Please find the number of lines in the material below where the string "labels" occurs, and give only that number.

┌──

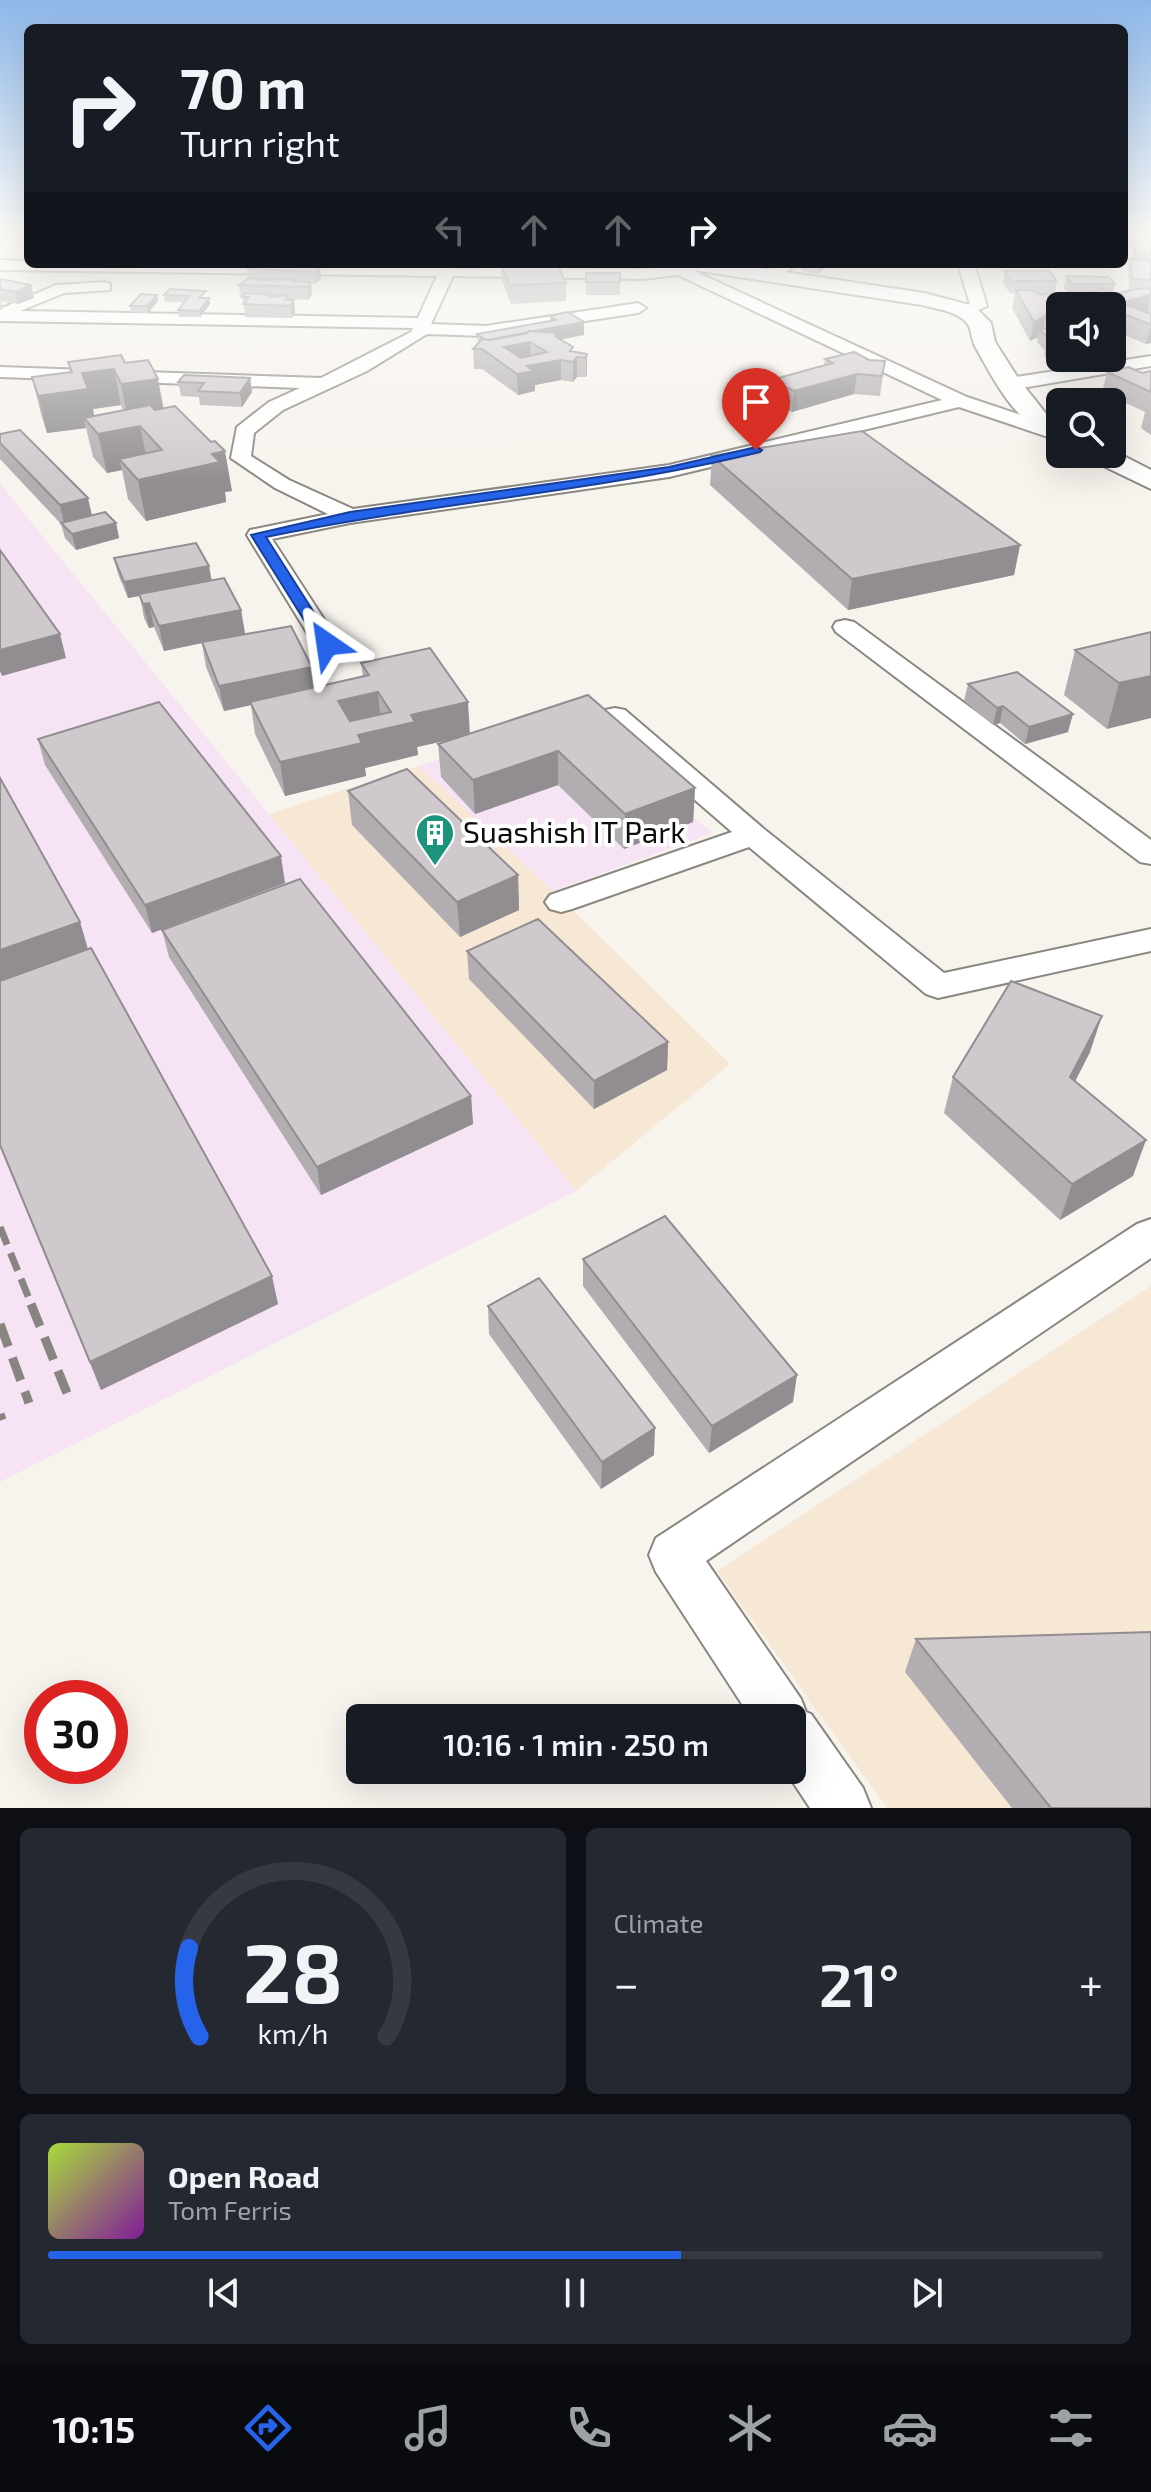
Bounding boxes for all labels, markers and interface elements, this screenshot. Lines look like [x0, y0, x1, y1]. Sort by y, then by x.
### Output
text: 70 m [180, 53, 306, 120]
icon: right [48, 56, 152, 160]
text: Turn right [180, 121, 340, 164]
icon: left [428, 208, 472, 252]
icon: ahead [512, 208, 556, 252]
icon: ahead [596, 208, 640, 252]
icon: right [680, 208, 724, 252]
map controls [1046, 292, 1126, 468]
button: sound [1046, 292, 1126, 372]
pin [722, 368, 790, 450]
icon: arrive [734, 380, 778, 424]
button: search [1046, 388, 1126, 468]
position arrow [285, 602, 369, 686]
building icon: Suashish IT Park [414, 812, 456, 867]
place label: Suashish IT Park [463, 813, 686, 849]
speed limit sign: 30 [24, 1680, 128, 1784]
text: 10:16 · 1 min · 250 m [443, 1726, 709, 1762]
text: Climate [614, 1907, 703, 1938]
text: 28 [243, 1920, 343, 2020]
text: 21° [819, 1947, 899, 2019]
text: − [614, 1956, 639, 2009]
text: + [1079, 1956, 1103, 2009]
text: km/h [257, 2015, 328, 2050]
text: Open Road [168, 2158, 320, 2194]
text: Tom Ferris [168, 2194, 292, 2225]
icon: previous [202, 2271, 246, 2315]
icon: pause [553, 2271, 597, 2315]
icon: next [905, 2271, 949, 2315]
icon: directions [240, 2400, 296, 2456]
icon: music [400, 2400, 456, 2456]
icon: phone [561, 2400, 617, 2456]
icon: climate [722, 2400, 778, 2456]
icon: car [882, 2400, 938, 2456]
icon: filters [1043, 2400, 1099, 2456]
text: 10:15 [52, 2407, 135, 2450]

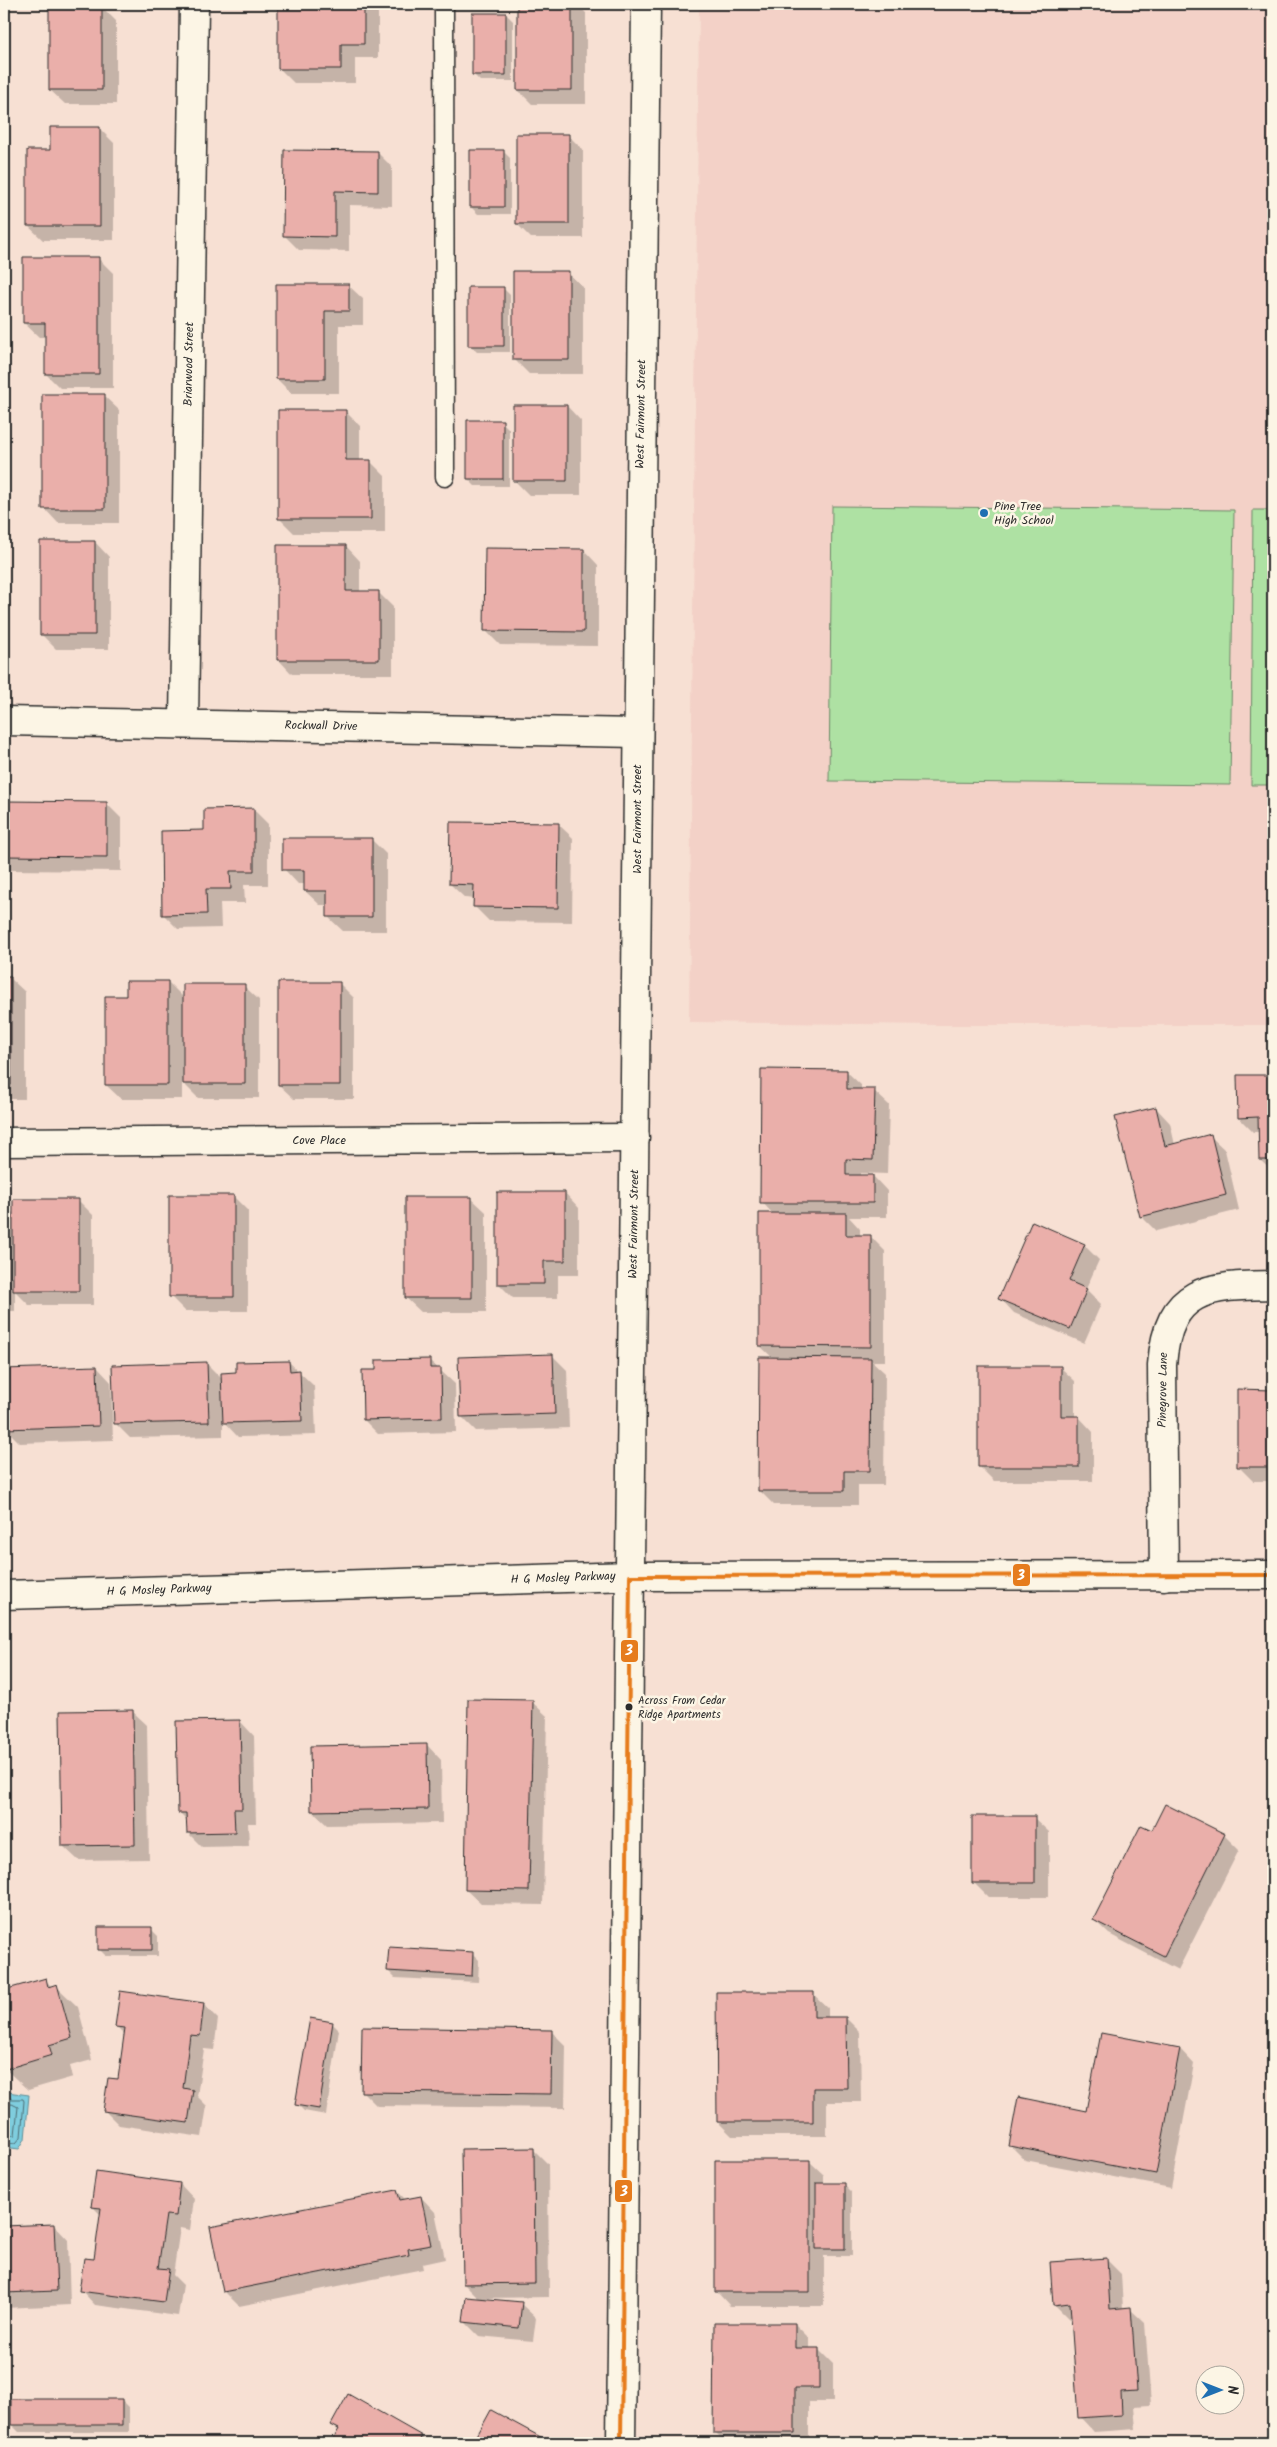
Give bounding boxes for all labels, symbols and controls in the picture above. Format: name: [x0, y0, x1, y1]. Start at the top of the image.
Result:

└──

Expected answer
2